**Problem to solve**
When the line with "M362 292 376 381" appears below, start repeating lines exactly, and keep going through the line with "M0 589 215 507"; add nothing outside that span.

**Source material**
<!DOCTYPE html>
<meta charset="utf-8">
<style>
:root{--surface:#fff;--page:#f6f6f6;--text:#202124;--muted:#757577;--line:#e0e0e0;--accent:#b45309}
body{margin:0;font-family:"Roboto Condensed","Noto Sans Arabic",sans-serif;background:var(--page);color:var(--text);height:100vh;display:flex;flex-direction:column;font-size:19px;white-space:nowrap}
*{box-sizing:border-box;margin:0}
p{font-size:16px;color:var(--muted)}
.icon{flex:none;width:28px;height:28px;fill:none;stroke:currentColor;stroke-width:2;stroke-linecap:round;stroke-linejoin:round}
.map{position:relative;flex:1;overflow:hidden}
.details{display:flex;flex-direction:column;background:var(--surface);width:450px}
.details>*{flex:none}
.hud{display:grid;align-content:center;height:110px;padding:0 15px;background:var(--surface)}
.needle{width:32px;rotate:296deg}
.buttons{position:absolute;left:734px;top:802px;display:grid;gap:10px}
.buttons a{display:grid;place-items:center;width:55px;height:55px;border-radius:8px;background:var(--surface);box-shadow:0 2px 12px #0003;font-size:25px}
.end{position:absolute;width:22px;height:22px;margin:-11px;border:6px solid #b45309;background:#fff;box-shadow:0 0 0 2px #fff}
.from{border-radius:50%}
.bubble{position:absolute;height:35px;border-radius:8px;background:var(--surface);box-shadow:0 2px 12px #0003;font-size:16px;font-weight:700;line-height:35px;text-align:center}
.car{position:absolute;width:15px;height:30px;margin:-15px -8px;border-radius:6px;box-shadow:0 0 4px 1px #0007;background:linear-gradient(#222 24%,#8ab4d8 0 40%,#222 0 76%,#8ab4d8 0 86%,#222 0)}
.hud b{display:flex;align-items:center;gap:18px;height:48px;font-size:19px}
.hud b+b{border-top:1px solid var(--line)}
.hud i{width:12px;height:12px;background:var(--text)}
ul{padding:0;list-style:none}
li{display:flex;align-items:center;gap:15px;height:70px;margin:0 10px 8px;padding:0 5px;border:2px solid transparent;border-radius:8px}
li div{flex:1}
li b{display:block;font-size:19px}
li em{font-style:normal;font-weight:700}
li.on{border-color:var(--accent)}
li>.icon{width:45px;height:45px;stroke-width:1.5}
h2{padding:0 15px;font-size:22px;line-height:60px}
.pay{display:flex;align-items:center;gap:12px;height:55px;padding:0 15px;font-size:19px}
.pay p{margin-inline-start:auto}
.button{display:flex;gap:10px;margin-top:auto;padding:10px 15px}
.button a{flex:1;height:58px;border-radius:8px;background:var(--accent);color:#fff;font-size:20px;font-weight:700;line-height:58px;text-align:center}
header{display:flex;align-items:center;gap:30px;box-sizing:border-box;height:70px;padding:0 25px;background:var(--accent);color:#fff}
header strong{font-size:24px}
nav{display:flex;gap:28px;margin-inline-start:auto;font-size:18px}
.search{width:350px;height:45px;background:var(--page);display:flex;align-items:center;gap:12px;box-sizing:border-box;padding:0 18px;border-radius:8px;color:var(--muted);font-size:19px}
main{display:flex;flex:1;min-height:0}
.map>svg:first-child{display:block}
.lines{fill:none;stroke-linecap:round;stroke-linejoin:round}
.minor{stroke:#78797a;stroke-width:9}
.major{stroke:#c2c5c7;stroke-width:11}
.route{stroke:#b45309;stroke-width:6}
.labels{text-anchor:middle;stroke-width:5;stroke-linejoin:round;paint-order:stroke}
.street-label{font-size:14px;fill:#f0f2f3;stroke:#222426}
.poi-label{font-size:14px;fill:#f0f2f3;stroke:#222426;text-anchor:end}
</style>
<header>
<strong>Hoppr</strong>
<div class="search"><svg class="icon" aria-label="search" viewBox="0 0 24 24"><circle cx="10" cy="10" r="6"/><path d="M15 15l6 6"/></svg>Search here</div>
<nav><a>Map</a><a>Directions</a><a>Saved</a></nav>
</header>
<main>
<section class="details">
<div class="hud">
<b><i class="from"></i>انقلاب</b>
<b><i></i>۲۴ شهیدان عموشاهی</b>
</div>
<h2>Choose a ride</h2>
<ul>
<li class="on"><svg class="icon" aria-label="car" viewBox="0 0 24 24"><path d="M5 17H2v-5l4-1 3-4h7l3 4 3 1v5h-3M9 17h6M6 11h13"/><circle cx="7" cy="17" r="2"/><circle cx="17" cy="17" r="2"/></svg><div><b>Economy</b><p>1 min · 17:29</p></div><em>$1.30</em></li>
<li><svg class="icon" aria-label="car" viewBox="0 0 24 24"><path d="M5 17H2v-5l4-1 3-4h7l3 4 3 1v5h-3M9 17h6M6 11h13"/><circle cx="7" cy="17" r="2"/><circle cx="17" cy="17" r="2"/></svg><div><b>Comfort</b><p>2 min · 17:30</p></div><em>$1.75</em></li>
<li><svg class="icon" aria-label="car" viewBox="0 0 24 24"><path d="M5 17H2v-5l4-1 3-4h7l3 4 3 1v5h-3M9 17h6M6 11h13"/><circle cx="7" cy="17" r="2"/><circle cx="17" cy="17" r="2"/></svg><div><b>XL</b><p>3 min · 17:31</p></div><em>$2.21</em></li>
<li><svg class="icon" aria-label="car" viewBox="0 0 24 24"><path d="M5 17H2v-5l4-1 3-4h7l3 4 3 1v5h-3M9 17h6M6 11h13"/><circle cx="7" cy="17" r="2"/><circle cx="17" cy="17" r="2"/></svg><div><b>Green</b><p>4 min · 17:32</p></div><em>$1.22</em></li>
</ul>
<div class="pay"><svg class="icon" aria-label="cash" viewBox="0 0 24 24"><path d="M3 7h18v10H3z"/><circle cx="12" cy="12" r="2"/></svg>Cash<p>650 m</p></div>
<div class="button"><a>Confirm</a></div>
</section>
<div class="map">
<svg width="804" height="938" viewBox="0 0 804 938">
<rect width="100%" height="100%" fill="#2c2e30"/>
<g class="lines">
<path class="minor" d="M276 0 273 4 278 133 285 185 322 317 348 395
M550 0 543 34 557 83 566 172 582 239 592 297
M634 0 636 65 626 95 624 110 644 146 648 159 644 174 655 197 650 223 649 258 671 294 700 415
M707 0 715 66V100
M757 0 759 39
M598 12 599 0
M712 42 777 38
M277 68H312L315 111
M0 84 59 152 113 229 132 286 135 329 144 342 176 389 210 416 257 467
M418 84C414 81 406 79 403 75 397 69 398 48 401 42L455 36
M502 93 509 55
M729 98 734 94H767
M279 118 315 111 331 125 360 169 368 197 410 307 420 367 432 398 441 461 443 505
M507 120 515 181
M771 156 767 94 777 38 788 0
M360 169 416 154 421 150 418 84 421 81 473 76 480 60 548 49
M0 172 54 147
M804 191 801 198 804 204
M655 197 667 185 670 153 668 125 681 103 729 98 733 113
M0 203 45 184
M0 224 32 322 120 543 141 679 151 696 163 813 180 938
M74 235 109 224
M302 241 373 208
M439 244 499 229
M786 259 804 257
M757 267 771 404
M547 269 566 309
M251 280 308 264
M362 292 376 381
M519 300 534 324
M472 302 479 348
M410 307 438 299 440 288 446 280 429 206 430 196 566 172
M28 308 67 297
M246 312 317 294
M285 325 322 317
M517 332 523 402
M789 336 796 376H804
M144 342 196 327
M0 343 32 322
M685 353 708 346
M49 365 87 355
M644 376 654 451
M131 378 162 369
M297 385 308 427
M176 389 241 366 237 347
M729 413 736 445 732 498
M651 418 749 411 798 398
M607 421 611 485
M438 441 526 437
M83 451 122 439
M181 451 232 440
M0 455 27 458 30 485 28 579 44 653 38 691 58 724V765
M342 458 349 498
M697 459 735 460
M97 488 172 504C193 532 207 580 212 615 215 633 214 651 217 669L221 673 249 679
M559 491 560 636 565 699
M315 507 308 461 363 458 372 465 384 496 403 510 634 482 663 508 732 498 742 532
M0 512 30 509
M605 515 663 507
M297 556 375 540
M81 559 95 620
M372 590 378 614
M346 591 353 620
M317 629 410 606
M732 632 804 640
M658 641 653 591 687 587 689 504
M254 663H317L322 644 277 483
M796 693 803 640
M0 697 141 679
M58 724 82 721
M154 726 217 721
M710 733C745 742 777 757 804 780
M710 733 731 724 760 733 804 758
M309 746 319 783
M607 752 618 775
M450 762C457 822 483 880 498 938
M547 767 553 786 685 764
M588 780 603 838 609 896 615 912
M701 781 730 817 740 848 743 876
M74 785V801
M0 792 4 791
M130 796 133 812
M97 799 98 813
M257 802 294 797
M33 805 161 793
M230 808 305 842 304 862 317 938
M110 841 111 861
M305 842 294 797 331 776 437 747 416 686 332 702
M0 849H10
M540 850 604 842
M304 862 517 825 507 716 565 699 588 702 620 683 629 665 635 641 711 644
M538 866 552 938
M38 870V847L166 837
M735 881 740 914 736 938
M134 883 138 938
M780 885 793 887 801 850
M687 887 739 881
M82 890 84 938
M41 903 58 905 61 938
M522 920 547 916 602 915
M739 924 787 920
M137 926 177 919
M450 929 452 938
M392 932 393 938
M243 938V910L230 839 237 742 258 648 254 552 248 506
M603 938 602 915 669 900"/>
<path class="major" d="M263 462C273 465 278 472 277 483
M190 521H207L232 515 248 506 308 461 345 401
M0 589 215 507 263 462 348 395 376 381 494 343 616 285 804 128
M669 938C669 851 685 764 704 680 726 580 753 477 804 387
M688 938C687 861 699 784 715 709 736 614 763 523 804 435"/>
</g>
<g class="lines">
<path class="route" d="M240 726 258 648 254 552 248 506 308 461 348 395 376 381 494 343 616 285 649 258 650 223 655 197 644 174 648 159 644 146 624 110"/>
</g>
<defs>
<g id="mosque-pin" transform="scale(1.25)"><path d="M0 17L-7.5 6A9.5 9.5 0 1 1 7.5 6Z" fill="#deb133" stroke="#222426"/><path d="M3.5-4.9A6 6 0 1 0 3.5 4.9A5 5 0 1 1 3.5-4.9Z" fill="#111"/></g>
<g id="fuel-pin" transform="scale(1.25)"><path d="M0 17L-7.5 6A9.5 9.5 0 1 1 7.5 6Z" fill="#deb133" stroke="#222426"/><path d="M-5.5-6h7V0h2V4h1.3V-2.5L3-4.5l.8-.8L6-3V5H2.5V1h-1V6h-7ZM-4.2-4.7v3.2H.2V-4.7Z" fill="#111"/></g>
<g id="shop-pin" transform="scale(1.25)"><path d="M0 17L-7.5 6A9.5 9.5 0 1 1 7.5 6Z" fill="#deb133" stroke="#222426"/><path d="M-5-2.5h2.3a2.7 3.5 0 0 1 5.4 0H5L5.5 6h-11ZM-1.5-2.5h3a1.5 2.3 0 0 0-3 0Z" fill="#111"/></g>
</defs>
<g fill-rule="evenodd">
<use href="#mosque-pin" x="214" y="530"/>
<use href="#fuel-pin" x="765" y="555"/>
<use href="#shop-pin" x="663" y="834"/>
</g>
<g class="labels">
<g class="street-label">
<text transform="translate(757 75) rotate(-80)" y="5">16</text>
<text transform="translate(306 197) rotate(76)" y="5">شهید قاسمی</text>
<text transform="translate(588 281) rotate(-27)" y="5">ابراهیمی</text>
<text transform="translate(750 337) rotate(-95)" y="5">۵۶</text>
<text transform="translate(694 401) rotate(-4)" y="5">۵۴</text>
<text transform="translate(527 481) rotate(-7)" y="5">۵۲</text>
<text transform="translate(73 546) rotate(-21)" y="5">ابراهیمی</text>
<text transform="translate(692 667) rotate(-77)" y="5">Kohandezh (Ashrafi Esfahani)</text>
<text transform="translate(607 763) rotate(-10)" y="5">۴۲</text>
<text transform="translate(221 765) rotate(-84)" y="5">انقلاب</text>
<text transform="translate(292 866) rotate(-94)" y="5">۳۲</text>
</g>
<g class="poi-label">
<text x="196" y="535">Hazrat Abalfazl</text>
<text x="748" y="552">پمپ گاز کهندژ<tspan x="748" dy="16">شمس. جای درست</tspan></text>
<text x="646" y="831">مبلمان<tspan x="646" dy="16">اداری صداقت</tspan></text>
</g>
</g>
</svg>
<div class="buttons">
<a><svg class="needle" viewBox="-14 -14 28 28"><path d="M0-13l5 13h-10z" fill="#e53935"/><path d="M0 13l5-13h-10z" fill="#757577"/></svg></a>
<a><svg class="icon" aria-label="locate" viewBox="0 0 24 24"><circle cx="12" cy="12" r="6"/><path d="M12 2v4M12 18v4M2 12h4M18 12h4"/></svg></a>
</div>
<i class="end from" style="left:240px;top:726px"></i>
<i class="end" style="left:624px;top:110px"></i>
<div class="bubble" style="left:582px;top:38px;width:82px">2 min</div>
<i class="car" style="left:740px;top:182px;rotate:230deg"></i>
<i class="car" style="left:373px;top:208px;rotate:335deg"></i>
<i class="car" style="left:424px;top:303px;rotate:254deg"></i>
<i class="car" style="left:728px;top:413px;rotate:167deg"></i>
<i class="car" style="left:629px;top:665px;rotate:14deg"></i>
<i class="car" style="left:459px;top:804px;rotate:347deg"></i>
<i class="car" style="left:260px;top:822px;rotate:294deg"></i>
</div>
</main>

**Response to this task**
M362 292 376 381
M519 300 534 324
M472 302 479 348
M410 307 438 299 440 288 446 280 429 206 430 196 566 172
M28 308 67 297
M246 312 317 294
M285 325 322 317
M517 332 523 402
M789 336 796 376H804
M144 342 196 327
M0 343 32 322
M685 353 708 346
M49 365 87 355
M644 376 654 451
M131 378 162 369
M297 385 308 427
M176 389 241 366 237 347
M729 413 736 445 732 498
M651 418 749 411 798 398
M607 421 611 485
M438 441 526 437
M83 451 122 439
M181 451 232 440
M0 455 27 458 30 485 28 579 44 653 38 691 58 724V765
M342 458 349 498
M697 459 735 460
M97 488 172 504C193 532 207 580 212 615 215 633 214 651 217 669L221 673 249 679
M559 491 560 636 565 699
M315 507 308 461 363 458 372 465 384 496 403 510 634 482 663 508 732 498 742 532
M0 512 30 509
M605 515 663 507
M297 556 375 540
M81 559 95 620
M372 590 378 614
M346 591 353 620
M317 629 410 606
M732 632 804 640
M658 641 653 591 687 587 689 504
M254 663H317L322 644 277 483
M796 693 803 640
M0 697 141 679
M58 724 82 721
M154 726 217 721
M710 733C745 742 777 757 804 780
M710 733 731 724 760 733 804 758
M309 746 319 783
M607 752 618 775
M450 762C457 822 483 880 498 938
M547 767 553 786 685 764
M588 780 603 838 609 896 615 912
M701 781 730 817 740 848 743 876
M74 785V801
M0 792 4 791
M130 796 133 812
M97 799 98 813
M257 802 294 797
M33 805 161 793
M230 808 305 842 304 862 317 938
M110 841 111 861
M305 842 294 797 331 776 437 747 416 686 332 702
M0 849H10
M540 850 604 842
M304 862 517 825 507 716 565 699 588 702 620 683 629 665 635 641 711 644
M538 866 552 938
M38 870V847L166 837
M735 881 740 914 736 938
M134 883 138 938
M780 885 793 887 801 850
M687 887 739 881
M82 890 84 938
M41 903 58 905 61 938
M522 920 547 916 602 915
M739 924 787 920
M137 926 177 919
M450 929 452 938
M392 932 393 938
M243 938V910L230 839 237 742 258 648 254 552 248 506
M603 938 602 915 669 900"/>
<path class="major" d="M263 462C273 465 278 472 277 483
M190 521H207L232 515 248 506 308 461 345 401
M0 589 215 507 263 462 348 395 376 381 494 343 616 285 804 128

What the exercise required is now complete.